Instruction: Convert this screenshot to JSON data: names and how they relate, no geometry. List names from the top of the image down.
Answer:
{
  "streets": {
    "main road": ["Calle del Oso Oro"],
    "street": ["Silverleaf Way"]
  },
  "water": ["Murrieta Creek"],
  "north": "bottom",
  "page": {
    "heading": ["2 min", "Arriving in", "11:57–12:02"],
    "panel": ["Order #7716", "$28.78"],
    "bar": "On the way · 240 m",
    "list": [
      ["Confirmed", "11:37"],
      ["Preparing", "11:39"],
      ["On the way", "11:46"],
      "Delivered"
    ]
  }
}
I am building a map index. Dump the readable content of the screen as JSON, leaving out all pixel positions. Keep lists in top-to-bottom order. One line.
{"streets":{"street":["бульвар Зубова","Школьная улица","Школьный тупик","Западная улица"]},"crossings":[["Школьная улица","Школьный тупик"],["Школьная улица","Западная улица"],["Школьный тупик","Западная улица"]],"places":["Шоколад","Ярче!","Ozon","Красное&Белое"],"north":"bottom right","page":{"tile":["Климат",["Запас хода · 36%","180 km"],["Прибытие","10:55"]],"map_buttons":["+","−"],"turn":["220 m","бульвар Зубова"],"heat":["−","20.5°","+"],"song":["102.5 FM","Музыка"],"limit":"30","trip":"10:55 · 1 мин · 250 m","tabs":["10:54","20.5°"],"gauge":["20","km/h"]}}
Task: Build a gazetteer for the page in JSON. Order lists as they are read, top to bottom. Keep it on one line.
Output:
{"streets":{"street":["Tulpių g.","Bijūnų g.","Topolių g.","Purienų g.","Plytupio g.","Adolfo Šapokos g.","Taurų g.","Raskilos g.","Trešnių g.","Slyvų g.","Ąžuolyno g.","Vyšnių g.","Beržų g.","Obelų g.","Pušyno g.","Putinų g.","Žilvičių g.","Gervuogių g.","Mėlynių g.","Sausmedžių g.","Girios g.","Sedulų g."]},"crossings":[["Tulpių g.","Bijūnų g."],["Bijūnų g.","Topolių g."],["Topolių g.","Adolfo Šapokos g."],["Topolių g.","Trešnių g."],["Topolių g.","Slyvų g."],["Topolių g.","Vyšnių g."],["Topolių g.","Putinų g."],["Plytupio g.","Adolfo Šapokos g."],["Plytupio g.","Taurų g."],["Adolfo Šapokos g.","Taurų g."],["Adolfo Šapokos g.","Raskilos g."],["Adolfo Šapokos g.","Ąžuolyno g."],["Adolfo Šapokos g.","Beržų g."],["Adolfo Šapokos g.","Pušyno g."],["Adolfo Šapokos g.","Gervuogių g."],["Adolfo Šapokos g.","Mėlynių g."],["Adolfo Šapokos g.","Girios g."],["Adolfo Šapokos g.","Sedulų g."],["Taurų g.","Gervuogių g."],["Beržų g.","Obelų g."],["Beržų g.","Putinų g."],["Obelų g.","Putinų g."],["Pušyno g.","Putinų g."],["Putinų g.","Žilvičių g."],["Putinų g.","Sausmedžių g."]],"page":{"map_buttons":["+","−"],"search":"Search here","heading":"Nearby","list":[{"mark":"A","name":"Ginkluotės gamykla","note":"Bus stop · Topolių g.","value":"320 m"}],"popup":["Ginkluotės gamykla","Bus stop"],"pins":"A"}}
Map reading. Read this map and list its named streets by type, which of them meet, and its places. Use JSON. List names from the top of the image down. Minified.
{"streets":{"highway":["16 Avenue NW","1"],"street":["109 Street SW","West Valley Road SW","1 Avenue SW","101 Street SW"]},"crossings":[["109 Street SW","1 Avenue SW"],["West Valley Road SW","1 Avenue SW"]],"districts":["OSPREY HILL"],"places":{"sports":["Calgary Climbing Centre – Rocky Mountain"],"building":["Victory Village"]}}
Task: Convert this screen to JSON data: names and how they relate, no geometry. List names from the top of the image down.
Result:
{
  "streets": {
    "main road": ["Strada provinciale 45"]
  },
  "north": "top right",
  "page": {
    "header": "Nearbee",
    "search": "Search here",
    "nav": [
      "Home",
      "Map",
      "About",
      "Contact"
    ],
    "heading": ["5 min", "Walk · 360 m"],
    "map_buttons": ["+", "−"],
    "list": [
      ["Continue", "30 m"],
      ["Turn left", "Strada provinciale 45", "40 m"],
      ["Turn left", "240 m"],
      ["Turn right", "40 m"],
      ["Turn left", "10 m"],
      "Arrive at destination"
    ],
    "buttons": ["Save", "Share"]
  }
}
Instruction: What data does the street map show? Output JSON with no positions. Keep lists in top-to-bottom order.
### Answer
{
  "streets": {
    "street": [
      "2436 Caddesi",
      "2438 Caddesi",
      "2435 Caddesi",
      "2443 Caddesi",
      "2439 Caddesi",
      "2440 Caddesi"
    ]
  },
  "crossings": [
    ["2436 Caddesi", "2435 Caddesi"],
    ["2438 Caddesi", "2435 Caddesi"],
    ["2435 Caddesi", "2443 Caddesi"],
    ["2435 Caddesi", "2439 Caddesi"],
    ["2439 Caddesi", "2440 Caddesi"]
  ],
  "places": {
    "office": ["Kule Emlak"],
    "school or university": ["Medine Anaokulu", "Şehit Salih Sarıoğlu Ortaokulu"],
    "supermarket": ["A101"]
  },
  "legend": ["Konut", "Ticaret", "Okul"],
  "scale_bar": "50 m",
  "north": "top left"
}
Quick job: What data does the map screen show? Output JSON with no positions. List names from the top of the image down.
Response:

┄┄┄┄┄┄┄┄┄┄┄┄┄┄┄┄┄┄┄┄

WHAT IS REQUIRED
Once you have located every line with the word "data" in the material above, list those lines.

SOLUTION FOR THIS TASK
Instruction: Convert this screenshot to JSON data: names and how they relate, no geometry. List names from the top of the image down.
Task: Convert this screen to JSON data: names and how they relate, no geometry. List names from the top of the image down.
Instruction: What data does the street map show? Output JSON with no positions. Keep lists in top-to-bottom order.
Quick job: What data does the map screen show? Output JSON with no positions. List names from the top of the image down.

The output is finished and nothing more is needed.